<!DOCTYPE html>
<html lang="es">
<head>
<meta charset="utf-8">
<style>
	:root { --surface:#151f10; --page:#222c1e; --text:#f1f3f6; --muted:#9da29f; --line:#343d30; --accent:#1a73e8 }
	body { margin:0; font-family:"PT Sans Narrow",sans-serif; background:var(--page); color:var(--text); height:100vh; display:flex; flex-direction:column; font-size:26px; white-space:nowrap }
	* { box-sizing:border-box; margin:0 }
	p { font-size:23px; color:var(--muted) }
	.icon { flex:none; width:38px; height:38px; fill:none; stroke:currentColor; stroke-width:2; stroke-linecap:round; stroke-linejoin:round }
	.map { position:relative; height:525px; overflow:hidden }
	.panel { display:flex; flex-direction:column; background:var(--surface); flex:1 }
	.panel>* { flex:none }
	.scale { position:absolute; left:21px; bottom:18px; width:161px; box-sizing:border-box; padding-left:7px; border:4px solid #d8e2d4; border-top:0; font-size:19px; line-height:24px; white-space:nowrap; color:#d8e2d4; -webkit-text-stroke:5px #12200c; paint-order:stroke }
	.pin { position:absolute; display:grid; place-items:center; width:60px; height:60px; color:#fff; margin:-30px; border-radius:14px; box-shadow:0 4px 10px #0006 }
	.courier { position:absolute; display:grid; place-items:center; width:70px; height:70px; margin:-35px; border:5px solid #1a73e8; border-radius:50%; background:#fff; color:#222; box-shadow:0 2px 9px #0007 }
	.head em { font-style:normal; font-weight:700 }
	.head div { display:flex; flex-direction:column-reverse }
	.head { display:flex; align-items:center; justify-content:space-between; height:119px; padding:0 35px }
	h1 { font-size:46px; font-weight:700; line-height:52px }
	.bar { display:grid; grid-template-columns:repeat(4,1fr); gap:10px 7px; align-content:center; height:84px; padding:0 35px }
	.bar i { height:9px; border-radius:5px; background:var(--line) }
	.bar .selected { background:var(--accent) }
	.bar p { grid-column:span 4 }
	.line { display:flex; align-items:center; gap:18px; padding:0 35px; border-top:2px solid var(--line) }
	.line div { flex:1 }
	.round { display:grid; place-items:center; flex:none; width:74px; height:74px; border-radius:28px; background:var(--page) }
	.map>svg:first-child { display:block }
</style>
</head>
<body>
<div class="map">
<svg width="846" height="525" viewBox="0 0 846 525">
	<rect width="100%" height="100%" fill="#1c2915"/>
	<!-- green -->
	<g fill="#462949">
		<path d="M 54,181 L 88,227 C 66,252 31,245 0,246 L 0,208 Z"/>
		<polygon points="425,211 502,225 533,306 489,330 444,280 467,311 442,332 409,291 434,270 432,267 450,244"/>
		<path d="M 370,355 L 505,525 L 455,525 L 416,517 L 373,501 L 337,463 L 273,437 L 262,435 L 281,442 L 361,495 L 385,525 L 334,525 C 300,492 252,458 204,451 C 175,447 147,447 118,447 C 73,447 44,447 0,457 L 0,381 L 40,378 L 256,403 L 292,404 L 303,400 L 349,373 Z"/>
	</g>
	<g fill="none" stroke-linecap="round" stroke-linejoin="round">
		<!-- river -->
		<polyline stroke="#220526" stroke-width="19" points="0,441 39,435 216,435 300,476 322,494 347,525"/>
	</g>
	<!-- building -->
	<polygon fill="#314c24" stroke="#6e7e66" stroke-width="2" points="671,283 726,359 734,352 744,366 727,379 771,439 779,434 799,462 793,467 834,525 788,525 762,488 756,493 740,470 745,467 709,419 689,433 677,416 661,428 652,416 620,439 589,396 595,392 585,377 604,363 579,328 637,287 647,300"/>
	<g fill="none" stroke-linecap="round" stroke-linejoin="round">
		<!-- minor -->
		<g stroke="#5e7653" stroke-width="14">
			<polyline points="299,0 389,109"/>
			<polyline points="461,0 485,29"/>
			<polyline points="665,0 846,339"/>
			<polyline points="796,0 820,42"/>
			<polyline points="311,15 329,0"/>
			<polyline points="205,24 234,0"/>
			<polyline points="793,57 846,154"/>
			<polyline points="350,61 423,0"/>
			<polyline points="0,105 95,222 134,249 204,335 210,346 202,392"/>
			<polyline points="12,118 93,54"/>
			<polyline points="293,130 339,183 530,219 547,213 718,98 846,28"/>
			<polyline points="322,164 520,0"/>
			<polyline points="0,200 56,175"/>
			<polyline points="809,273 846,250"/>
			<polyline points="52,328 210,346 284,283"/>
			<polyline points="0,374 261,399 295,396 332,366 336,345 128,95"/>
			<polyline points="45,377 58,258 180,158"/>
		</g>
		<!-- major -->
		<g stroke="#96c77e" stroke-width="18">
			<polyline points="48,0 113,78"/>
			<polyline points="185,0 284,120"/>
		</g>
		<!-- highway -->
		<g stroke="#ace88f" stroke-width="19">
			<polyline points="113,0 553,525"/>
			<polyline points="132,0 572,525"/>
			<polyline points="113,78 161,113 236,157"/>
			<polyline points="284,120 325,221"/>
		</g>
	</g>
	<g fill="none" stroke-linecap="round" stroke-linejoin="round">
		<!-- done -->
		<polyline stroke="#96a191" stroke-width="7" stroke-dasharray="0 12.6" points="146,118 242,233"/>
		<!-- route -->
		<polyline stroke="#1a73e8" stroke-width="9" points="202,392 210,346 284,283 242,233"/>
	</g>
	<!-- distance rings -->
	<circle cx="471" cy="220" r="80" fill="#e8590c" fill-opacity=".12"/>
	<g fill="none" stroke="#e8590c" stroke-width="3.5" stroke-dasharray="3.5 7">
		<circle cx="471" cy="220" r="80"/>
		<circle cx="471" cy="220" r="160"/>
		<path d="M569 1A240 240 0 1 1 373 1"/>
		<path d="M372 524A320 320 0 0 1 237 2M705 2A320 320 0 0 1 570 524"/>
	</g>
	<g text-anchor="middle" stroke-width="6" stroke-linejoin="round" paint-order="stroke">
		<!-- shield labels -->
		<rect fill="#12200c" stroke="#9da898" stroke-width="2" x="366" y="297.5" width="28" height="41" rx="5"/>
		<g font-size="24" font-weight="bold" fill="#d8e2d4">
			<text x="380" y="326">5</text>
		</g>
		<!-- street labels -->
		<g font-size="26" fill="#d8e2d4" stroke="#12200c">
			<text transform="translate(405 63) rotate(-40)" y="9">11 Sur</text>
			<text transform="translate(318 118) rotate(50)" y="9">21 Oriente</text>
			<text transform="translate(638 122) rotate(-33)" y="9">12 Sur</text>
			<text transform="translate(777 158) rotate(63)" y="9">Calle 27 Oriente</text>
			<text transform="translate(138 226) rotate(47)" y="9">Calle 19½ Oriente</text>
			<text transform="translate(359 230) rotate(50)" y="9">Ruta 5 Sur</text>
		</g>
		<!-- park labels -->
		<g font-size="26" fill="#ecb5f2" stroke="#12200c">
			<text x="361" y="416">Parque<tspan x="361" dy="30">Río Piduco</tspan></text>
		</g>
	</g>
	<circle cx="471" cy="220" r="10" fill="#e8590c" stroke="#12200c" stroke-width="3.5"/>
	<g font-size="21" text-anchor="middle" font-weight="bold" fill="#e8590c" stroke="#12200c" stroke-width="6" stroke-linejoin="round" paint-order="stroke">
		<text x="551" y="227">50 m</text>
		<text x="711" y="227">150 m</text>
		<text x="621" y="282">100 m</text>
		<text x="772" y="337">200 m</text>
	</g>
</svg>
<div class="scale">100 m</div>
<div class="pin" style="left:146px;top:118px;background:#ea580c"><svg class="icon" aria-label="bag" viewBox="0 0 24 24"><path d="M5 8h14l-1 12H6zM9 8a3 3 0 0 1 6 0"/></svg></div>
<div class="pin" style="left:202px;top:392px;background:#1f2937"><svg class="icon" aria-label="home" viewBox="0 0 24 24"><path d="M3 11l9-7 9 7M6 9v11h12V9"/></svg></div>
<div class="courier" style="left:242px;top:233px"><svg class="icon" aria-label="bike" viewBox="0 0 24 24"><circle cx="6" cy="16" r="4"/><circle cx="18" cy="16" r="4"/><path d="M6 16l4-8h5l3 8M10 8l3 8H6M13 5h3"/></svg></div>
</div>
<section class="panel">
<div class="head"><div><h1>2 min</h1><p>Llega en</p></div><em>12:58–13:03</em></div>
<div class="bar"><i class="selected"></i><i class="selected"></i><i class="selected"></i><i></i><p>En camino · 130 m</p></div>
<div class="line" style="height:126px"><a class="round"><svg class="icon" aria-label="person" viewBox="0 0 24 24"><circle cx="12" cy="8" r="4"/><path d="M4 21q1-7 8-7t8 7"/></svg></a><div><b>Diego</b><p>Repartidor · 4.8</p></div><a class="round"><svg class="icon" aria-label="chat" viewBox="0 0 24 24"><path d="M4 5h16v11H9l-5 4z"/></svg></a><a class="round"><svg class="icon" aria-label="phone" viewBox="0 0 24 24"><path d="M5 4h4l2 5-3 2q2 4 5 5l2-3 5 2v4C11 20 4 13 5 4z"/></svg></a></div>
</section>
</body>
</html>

-=-=-

Beginning at the top of the data, extract each line through the line containing "--surface:#151f10; --page:#222c1e; --text:#f1f3f6;" and return those lines exactly, with nothing added.

<!DOCTYPE html>
<html lang="es">
<head>
<meta charset="utf-8">
<style>
	:root { --surface:#151f10; --page:#222c1e; --text:#f1f3f6; --muted:#9da29f; --line:#343d30; --accent:#1a73e8 }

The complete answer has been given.